Franck Poupeau a publié récemment Les mésaventures de la critique aux éditions Raisons d’agir, dont il s’occupe depuis le milieu des années 2000. Ce livre porte un regard sans complaisance sur les écueils d’une militance anticapitaliste qu’il considère actuellement peu en prise, trop souvent, avec le monde social et peu à même, en conséquence, de le transformer. Proche de Bourdieu dans les années 1990 alors qu’il était encore en thèse de sociologie, Franck Poupeau exprime par ailleurs un intérêt pour les luttes syndicales dans une perspective anticapitaliste et une critique des logiques de délégation politique qui ne pouvaient qu’intéresser AutreFutur. Cet entretien fait le point sur ses préoccupations, dont une caractéristique est de ne pas hésiter à trancher avec l’air du temps.
Autre Futur : Bourdieu considérait qu’une forme de pseudo-neutralité idéologique pouvait servir d’alibi au désengagement des sciences sociales, retranchées dans « les facilités vertueuses de l’enfermement dans leur tour d’ivoire ». Es-tu d’accord avec cette idée ? Comment situes-tu ta démarche par rapport à l’engagement politique et aux exigences des sciences sociales ? Comment considères-tu, de ce point de vue, le contexte actuel ?

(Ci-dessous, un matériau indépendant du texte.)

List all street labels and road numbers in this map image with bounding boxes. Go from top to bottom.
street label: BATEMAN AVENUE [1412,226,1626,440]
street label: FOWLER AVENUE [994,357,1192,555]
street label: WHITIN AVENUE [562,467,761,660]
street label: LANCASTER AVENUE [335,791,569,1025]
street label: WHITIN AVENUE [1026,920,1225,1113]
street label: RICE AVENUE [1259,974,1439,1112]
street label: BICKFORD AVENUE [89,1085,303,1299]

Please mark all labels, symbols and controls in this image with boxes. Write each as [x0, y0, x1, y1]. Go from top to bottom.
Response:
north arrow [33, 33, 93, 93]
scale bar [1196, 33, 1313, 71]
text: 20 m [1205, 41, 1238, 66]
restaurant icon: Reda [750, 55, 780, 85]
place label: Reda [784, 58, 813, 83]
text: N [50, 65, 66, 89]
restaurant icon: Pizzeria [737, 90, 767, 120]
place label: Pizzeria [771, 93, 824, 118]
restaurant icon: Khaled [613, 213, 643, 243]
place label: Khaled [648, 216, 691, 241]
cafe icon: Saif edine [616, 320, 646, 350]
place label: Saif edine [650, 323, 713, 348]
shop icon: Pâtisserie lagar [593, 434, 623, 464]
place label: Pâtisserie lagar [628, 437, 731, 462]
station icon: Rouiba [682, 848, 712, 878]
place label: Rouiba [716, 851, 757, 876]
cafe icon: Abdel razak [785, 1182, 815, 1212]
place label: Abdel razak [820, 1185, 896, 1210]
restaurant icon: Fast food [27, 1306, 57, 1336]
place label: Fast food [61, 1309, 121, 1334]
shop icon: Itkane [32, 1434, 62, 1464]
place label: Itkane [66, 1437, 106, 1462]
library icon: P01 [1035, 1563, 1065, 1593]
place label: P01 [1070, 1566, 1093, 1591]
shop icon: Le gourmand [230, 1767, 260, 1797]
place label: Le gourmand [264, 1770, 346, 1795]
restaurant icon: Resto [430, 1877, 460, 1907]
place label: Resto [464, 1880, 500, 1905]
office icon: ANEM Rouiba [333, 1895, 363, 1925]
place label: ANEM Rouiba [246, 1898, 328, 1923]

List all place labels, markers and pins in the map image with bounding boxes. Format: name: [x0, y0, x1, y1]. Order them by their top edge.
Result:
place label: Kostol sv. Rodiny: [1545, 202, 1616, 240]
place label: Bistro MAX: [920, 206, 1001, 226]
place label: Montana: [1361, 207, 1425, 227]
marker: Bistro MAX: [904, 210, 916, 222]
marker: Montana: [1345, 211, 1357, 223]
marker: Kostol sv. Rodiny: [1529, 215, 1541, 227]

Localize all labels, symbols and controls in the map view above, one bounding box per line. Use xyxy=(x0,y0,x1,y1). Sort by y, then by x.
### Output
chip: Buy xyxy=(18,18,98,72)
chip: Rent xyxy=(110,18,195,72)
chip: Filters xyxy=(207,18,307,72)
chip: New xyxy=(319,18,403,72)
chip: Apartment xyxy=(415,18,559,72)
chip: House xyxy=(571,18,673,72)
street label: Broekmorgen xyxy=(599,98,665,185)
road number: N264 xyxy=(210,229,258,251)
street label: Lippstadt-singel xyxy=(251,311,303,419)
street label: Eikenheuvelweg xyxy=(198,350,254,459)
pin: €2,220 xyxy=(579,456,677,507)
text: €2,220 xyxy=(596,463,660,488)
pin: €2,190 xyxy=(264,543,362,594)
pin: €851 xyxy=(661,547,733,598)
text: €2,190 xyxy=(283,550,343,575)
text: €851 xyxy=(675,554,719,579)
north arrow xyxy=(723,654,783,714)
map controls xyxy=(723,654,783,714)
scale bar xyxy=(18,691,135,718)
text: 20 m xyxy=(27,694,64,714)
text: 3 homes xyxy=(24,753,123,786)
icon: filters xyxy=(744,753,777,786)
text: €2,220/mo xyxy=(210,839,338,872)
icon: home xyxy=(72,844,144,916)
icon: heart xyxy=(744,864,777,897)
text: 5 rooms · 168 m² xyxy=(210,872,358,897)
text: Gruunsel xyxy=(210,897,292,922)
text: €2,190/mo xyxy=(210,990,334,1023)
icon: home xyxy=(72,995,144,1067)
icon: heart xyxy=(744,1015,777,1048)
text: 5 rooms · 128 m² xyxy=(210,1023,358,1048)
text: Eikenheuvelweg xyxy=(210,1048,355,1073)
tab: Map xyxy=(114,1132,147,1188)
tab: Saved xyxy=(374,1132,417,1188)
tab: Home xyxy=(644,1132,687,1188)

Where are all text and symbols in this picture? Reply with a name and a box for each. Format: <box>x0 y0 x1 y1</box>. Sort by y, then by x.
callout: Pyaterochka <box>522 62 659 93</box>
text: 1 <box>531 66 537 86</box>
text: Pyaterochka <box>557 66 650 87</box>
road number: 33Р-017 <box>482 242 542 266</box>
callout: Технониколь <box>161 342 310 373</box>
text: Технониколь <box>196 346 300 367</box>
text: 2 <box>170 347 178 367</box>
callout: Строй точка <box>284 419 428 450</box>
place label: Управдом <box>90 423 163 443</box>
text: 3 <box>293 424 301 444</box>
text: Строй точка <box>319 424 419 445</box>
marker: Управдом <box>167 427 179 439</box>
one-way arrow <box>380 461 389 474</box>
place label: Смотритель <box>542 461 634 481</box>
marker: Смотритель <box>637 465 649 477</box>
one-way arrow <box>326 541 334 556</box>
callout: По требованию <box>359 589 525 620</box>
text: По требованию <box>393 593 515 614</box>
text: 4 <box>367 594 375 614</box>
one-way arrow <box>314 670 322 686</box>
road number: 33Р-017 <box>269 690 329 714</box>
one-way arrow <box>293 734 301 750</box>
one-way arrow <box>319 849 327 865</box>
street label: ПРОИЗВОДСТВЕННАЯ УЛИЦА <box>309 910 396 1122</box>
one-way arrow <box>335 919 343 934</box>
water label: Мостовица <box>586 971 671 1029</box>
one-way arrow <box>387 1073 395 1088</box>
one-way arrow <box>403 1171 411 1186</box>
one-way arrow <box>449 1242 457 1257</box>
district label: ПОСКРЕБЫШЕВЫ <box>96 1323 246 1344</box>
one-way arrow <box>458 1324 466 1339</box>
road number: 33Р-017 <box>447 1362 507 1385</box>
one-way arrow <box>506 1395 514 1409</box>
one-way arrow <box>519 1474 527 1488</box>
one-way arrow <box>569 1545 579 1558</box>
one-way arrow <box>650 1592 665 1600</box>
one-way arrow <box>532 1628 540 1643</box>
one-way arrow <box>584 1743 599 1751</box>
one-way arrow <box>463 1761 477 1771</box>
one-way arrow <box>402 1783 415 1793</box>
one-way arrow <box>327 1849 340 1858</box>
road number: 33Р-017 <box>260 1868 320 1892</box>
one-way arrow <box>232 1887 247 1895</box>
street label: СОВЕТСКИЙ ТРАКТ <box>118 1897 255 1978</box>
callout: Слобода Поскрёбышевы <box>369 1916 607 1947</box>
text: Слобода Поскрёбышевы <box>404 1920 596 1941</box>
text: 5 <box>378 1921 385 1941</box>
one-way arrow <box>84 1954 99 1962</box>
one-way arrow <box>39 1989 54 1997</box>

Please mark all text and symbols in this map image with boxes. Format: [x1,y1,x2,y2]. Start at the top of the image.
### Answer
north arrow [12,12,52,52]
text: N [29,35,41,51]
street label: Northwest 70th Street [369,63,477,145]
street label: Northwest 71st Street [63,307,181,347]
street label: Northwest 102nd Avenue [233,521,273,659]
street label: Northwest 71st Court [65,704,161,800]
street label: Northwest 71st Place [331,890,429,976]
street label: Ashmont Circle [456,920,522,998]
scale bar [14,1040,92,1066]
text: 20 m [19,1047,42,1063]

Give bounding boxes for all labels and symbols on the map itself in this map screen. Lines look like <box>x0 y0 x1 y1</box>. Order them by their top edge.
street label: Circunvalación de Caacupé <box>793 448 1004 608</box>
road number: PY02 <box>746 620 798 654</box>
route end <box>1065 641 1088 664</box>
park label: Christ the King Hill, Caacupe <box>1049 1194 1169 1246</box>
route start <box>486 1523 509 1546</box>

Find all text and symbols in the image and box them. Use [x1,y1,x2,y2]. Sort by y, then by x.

Franck Poupeau : C’est une discussion très compliquée. Cette tension entre science et engagement ne peut pas vraiment être supprimée. Il faut défendre, d’une part, ce qu’on peut appeler l’autonomie des champs scientifiques, surtout dans le contexte actuel, où depuis une dizaine d’années, il y a une montée très forte des recherches appliquées, des recherches financées par les décideurs politiques et les services administratifs des ministères (Emploi, Éducation, etc.). Il faut maintenir une autonomie de la recherche, c’est-à-dire cette capacité de la recherche à se fixer elle-même ses problématiques, ses méthodes, ses modes d’évaluation (les jugements par les pairs, etc.). Même si ce n’est pas parfait et qu’il peut y avoir des dysfonctionnements. C’est une partie du problème.
En même temps, l’effet pervers des logiques actuelles de professionnalisation et de spécialisation des recherches dans des sous-disciplines, c’est de perdre de vue l’idée que, comme disait Durkheim, « la sociologie ne vaudrait pas une heure de peine » si elle ne servait à rien, si elle n’avait aucune répercussion. C’est une tension qui n’est pas facile à tenir. Je vois une façon de la tenir en réaffirmant le fait que plus on est scientifique, plus on est politique, au fond : plus on arrive à démonter certains mécanismes de domination – puisqu’il s’agit de ça en sciences sociales, sinon je n’en vois pas l’intérêt si c’est pour étudier des choses dans le vide ou sans intérêt politique -, plus on a des effets politiques. Une sociologie qui fixe de manière autonome ses problématiques et qui, par le même coup, arrive à démonter des structures de domination, structures symboliques, structures de domination au travail, etc., ne serait pas seulement un vœu pieux ou une figure de rhétorique : ce serait une façon de tenir ensemble cette dualité.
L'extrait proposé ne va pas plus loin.